Records drawn from a dataset
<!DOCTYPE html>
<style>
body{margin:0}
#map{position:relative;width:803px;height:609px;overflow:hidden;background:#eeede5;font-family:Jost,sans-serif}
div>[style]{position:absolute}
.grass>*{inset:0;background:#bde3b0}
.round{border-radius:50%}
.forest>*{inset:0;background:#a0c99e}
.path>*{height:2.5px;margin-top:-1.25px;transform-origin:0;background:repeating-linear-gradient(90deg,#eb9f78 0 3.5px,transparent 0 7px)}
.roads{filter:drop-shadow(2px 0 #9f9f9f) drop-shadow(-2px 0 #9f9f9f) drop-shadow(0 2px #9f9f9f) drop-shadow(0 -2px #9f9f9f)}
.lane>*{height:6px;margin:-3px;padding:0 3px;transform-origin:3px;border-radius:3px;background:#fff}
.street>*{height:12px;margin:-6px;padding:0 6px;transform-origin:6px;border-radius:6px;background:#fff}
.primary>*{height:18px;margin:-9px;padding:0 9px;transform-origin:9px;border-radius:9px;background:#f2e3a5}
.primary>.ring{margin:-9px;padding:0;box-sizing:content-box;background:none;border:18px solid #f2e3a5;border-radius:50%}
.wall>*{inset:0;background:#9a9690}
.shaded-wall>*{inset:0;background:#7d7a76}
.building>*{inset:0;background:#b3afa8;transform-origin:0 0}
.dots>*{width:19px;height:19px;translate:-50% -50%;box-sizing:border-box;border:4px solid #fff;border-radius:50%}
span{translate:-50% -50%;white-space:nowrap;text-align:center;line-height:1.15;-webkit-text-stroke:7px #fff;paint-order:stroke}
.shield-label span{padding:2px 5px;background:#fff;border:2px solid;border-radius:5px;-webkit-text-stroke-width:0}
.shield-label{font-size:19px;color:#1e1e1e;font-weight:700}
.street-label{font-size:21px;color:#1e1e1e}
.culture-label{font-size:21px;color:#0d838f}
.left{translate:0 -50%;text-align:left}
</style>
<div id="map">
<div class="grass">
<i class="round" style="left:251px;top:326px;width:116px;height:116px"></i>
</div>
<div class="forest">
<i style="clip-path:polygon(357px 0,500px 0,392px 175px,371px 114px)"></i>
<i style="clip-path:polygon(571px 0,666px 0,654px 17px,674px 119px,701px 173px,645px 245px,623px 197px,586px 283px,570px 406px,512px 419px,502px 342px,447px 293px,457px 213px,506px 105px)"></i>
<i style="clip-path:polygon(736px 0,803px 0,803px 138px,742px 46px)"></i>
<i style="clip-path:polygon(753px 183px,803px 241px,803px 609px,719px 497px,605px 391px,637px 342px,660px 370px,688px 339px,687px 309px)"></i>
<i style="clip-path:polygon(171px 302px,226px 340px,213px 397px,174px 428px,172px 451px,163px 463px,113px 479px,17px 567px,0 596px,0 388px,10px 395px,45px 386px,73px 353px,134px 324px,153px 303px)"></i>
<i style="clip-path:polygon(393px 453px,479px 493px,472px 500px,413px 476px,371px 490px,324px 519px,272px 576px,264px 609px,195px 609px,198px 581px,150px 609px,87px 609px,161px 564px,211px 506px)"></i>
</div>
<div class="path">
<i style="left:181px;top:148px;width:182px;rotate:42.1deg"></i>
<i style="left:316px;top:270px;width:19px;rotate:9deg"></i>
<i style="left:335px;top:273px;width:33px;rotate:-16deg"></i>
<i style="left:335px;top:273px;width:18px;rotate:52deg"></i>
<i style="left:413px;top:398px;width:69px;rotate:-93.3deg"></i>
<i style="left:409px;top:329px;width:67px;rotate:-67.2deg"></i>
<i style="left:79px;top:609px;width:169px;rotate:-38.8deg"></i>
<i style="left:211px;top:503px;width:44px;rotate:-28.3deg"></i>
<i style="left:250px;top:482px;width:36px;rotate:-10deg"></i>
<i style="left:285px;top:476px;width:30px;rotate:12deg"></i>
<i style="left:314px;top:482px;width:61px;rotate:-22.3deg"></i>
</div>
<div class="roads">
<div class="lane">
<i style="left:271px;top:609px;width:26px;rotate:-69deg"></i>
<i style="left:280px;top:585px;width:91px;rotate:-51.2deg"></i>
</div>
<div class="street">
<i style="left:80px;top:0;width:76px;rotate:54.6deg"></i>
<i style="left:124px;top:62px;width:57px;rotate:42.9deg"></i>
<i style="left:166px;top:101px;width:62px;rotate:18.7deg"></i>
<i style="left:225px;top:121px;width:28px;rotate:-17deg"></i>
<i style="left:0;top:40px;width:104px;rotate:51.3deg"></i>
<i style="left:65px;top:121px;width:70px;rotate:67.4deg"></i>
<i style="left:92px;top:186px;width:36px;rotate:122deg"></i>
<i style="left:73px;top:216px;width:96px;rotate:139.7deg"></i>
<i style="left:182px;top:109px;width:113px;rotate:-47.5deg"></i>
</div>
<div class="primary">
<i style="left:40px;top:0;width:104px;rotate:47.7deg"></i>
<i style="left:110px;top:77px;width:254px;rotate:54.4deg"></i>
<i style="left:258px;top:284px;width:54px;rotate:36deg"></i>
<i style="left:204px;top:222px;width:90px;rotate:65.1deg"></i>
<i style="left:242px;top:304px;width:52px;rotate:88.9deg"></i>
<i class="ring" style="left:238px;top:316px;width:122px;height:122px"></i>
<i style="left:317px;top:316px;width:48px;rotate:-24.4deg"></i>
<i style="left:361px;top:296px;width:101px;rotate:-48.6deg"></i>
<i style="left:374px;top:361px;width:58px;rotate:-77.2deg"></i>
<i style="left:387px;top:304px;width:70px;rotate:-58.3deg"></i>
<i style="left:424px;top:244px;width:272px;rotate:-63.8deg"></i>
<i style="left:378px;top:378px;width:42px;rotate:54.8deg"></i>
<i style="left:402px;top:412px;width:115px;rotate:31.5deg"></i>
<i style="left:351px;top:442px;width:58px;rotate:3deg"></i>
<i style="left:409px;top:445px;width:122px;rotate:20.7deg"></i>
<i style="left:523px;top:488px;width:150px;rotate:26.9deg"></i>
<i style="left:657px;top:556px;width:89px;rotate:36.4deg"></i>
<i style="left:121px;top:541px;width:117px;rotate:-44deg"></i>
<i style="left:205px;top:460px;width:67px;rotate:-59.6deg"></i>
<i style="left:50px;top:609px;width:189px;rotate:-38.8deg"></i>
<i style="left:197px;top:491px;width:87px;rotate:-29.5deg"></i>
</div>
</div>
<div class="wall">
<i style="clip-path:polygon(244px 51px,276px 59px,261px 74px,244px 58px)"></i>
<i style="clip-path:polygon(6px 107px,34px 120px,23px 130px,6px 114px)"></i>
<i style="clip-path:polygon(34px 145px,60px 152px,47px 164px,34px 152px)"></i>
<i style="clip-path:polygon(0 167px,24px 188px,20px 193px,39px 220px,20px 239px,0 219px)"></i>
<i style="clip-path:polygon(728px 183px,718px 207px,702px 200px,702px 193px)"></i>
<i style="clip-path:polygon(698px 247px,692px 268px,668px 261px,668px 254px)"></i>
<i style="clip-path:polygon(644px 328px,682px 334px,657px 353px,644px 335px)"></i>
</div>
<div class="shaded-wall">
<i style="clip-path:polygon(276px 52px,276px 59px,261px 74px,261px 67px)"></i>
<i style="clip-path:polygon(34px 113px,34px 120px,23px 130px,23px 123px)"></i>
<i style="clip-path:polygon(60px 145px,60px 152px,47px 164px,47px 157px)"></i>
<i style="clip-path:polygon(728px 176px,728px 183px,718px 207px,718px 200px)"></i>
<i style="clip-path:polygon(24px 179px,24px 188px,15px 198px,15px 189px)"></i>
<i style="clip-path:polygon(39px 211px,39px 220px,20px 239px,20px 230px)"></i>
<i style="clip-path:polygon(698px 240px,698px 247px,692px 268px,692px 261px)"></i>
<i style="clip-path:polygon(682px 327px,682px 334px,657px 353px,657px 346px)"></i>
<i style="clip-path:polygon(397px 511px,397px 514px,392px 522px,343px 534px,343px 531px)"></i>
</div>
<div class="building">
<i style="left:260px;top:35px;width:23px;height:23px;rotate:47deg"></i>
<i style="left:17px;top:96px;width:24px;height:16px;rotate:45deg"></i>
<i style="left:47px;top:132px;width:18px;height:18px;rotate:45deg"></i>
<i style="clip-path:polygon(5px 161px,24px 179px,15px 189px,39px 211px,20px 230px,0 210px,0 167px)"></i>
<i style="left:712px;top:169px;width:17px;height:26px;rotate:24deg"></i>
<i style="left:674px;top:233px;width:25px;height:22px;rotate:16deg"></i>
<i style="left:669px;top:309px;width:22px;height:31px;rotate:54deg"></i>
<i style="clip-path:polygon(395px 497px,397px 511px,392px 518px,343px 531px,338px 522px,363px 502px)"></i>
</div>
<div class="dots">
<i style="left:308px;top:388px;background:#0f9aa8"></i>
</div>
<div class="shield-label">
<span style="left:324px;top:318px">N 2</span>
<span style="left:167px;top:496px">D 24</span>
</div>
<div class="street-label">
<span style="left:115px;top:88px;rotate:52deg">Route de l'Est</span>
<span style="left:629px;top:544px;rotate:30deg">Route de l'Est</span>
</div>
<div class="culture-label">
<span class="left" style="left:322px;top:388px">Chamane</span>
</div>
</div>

> **Work to complete**
Find each line in the records above that contains "shaded", and copy it.

> **Solution to the exercise**
.shaded-wall>*{inset:0;background:#7d7a76}
<div class="shaded-wall">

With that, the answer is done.